SSMem: Static shared memory allocated per CUDA block.
DSMem: Dynamic shared memory allocated per CUDA block.
SrcMemType: The type of source memory accessed by memory operation/copy
DstMemType: The type of destination memory accessed by memory operation/copy
The above is the tail-end of the trace output, and we can make a few observations.
- Your code as posted is doing a HtoD and DtoH memory transfer associated with each kernel invocation.
- The kernel itself appears to be taking about 150us to run.
- The time duration from one kernel launch to the next appears to be around 1000us
- Although I don't show it,
nvidia-smi
reports about 16% utilization while the code is running.

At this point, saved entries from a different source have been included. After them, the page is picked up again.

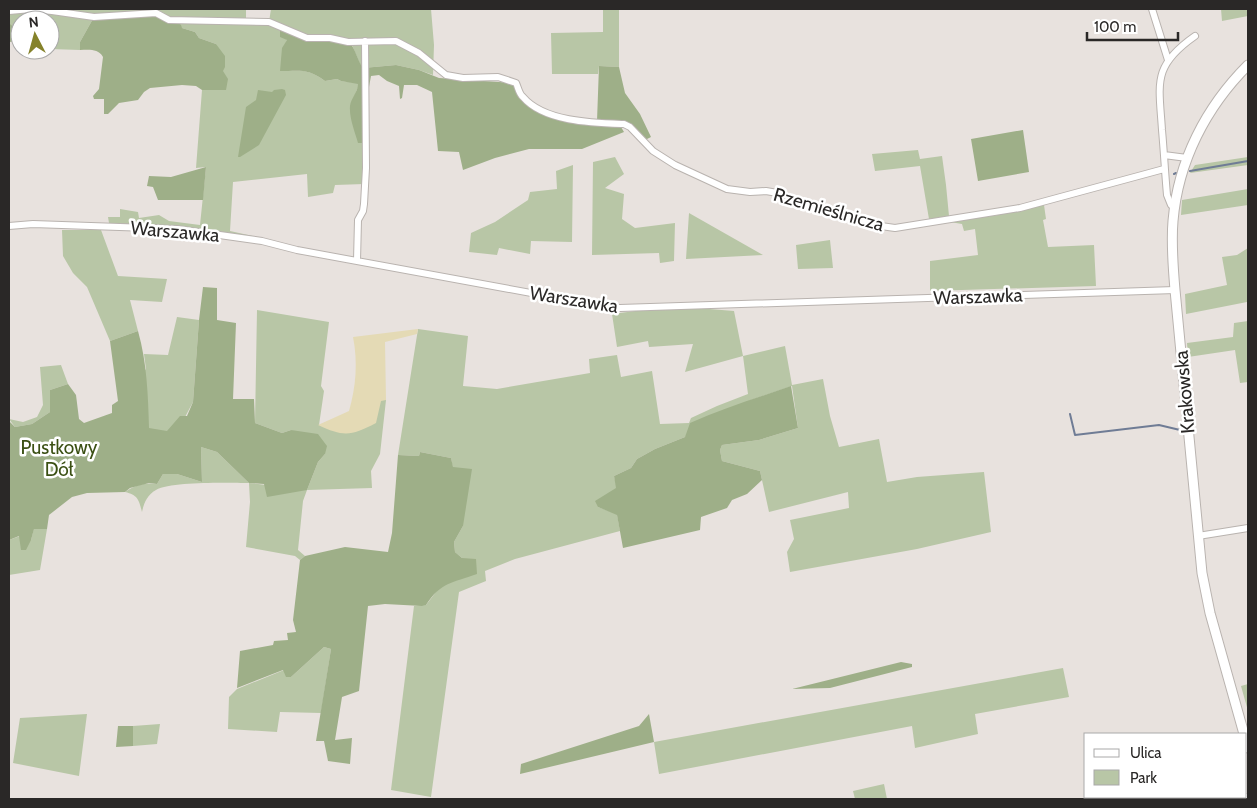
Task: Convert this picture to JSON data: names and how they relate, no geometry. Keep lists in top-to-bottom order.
{
  "streets": {
    "main road": ["Krakowska"],
    "street": ["Rzemieślnicza", "Warszawka"]
  },
  "crossings": [
    ["Warszawka", "Krakowska"]
  ],
  "parks": ["Pustkowy Dół"],
  "legend": ["Ulica", "Park"],
  "scale_bar": "100 m",
  "north": "top"
}
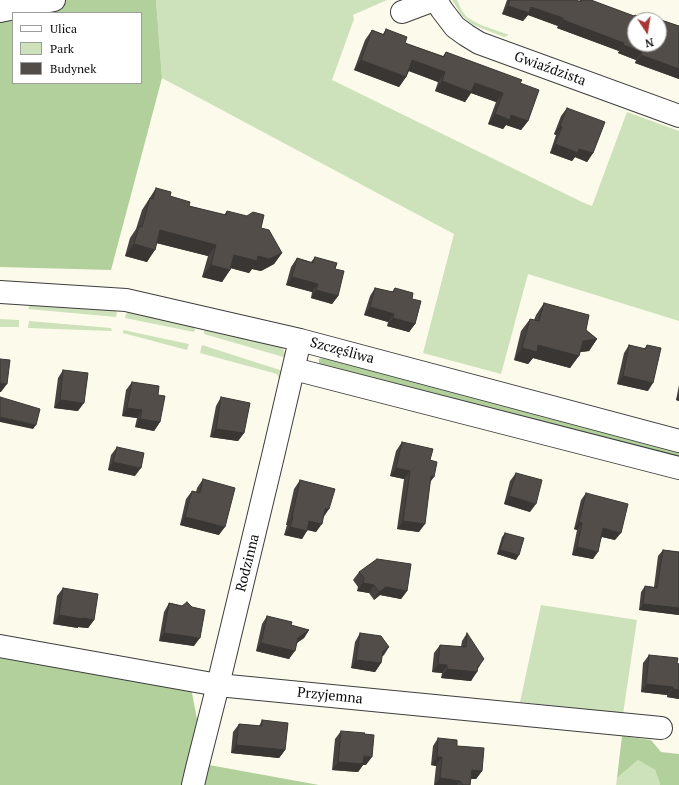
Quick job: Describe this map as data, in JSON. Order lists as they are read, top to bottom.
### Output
{
  "streets": {
    "street": [
      "Gwiaździsta",
      "Szczęśliwa",
      "Rodzinna",
      "Przyjemna"
    ]
  },
  "crossings": [
    ["Szczęśliwa", "Rodzinna"],
    ["Rodzinna", "Przyjemna"]
  ],
  "legend": ["Ulica", "Park", "Budynek"],
  "north": "bottom"
}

Utilization is calculated as the percentage of time that a kernel is actually running. If kernels are launched 1000us apart, and each kernel takes 150us to run, then the utilization should be 150/1000 = 15%, which is close the nvidia-smi
report.
If I wanted to increase the utilization, I would do probably 3 things:
- remove the HtoD and DtoH copies that are happening at each kernel call. These are triggered by the fact that
stride
is a host array, and numba automatically schedules transfers for each host array, before and after a kernel launch, so that that data is available to device code. It's hard to imagine that you did this in your CUDA C++ code, so I'm guessing this is one source of difference in the utilization measurement
- remove the
cuda.synchronize()
This is only a small factor, but it seems unnecessary to me.
- Increase the work done by the kernel, thus making the kernel duration longer.

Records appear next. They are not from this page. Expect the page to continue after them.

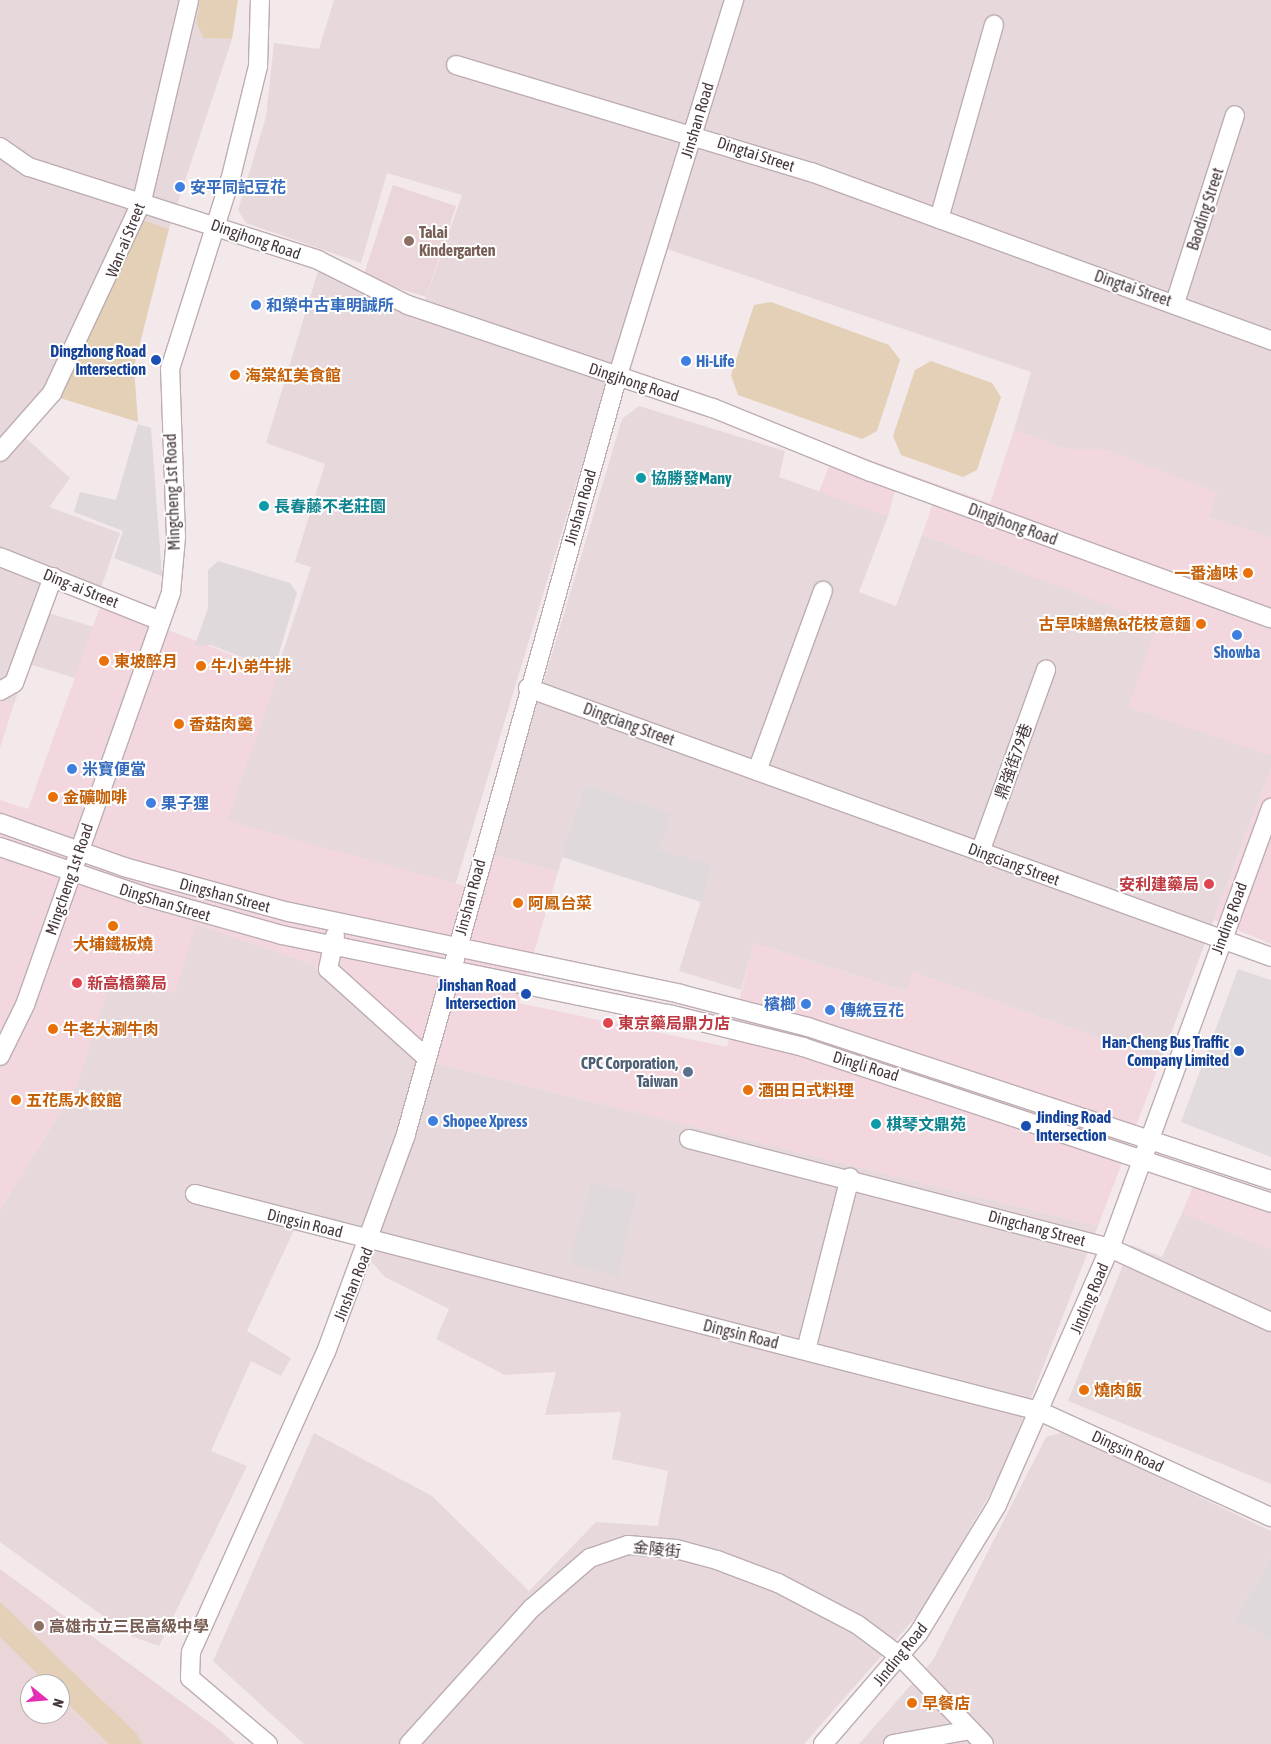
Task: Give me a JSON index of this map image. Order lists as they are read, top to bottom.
{
  "streets": {
    "street": [
      "Jinshan Road",
      "Dingtai Street",
      "Baoding Street",
      "Dingjhong Road",
      "Wan-ai Street",
      "Mingcheng 1st Road",
      "Ding-ai Street",
      "Dingciang Street",
      "鼎強街79巷",
      "Dingshan Street",
      "DingShan Street",
      "Jinding Road",
      "Dingli Road",
      "Dingsin Road",
      "Dingchang Street",
      "金陵街"
    ]
  },
  "crossings": [
    ["Jinshan Road", "Dingtai Street"],
    ["Jinshan Road", "Dingjhong Road"],
    ["Jinshan Road", "Dingciang Street"],
    ["Jinshan Road", "Dingshan Street"],
    ["Jinshan Road", "DingShan Street"],
    ["Jinshan Road", "Dingli Road"],
    ["Jinshan Road", "Dingsin Road"],
    ["Dingtai Street", "Baoding Street"],
    ["Dingjhong Road", "Wan-ai Street"],
    ["Dingjhong Road", "Mingcheng 1st Road"],
    ["Mingcheng 1st Road", "Ding-ai Street"],
    ["Mingcheng 1st Road", "Dingshan Street"],
    ["Mingcheng 1st Road", "DingShan Street"],
    ["Dingciang Street", "鼎強街79巷"],
    ["Dingciang Street", "Jinding Road"],
    ["Dingshan Street", "Dingli Road"],
    ["DingShan Street", "Dingli Road"],
    ["Jinding Road", "Dingli Road"],
    ["Jinding Road", "Dingsin Road"],
    ["Jinding Road", "Dingchang Street"],
    ["Jinding Road", "金陵街"]
  ],
  "places": [
    "安平同記豆花",
    "Talai Kindergarten",
    "和榮中古車明誠所",
    "Dingzhong Road Intersection",
    "Hi-Life",
    "海棠紅美食館",
    "協勝發Many",
    "長春藤不老莊園",
    "一番滷味",
    "古早味鱔魚&花枝意麵",
    "Showba",
    "東坡醉月",
    "牛小弟牛排",
    "香菇肉羹",
    "米寶便當",
    "金礦咖啡",
    "果子狸",
    "安利建藥局",
    "阿鳳台菜",
    "大埔鐵板燒",
    "新高橋藥局",
    "Jinshan Road Intersection",
    "檳榔",
    "傳統豆花",
    "東京藥局鼎力店",
    "牛老大涮牛肉",
    "Han-Cheng Bus Traffic Company Limited",
    "CPC Corporation, Taiwan",
    "酒田日式料理",
    "五花馬水餃館",
    "Shopee Xpress",
    "棋琴文鼎苑",
    "Jinding Road Intersection",
    "燒肉飯",
    "高雄市立三民高級中學",
    "早餐店"
  ],
  "north": "right"
}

We could trivially implement step 1 above by declaring a device array:
d_stride = cuda.to_device(stride)
before the kernel launch, and modify the kernel launch to use d_stride
in place of stride
.
If I only perform step 2 above, I witness about a 1% increase in utilization reported by nvidia-smi
. If I do steps 1 and 2 above, I witness this new profiler output (tail end):
nvprof --print-gpu-trace python t78.py
... (some items clipped out)
2.50316s 140.93us (256 1 1) (32 32 1) 27 4.0000KB 0B - - - - NVIDIA GeForce 1 7 cudapy::__main__::sphere$241(Array<float, int=1, C, mutable, aligned>, Array<float, int=1, C, mutable, aligned>, __int64, Array<int, int=1, C, mutable, aligned>) [25025]
2.50352s 141.19us (256 1 1) (32 32 1) 27 4.0000KB 0B - - - - NVIDIA GeForce 1 7 cudapy::__main__::sphere$241(Array<float, int=1, C, mutable, aligned>, Array<float, int=1, C, mutable, aligned>, __int64, Array<int, int=1, C, mutable, aligned>) [25030]

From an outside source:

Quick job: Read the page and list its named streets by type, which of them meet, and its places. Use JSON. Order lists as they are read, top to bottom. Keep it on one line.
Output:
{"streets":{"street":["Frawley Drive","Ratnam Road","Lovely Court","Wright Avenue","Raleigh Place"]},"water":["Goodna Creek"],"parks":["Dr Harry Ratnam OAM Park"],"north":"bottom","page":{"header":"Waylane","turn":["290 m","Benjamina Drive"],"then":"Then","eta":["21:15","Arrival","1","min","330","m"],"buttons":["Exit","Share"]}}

2.50388s 141.95us (256 1 1) (32 32 1) 27 4.0000KB 0B - - - - NVIDIA GeForce 1 7 cudapy::__main__::sphere$241(Array<float, int=1, C, mutable, aligned>, Array<float, int=1, C, mutable, aligned>, __int64, Array<int, int=1, C, mutable, aligned>) [25035]
2.50428s 142.21us (256 1 1) (32 32 1) 27 4.0000KB 0B - - - - NVIDIA GeForce 1 7 cudapy::__main__::sphere$241(Array<float, int=1, C, mutable, aligned>, Array<float, int=1, C, mutable, aligned>, __int64, Array<int, int=1, C, mutable, aligned>) [25040]
2.50464s 141.28us (256 1 1) (32 32 1) 27 4.0000KB 0B - - - - NVIDIA GeForce 1 7 cudapy::__main__::sphere$241(Array<float, int=1, C, mutable, aligned>, Array<float, int=1, C, mutable, aligned>, __int64, Array<int, int=1, C, mutable, aligned>) [25045]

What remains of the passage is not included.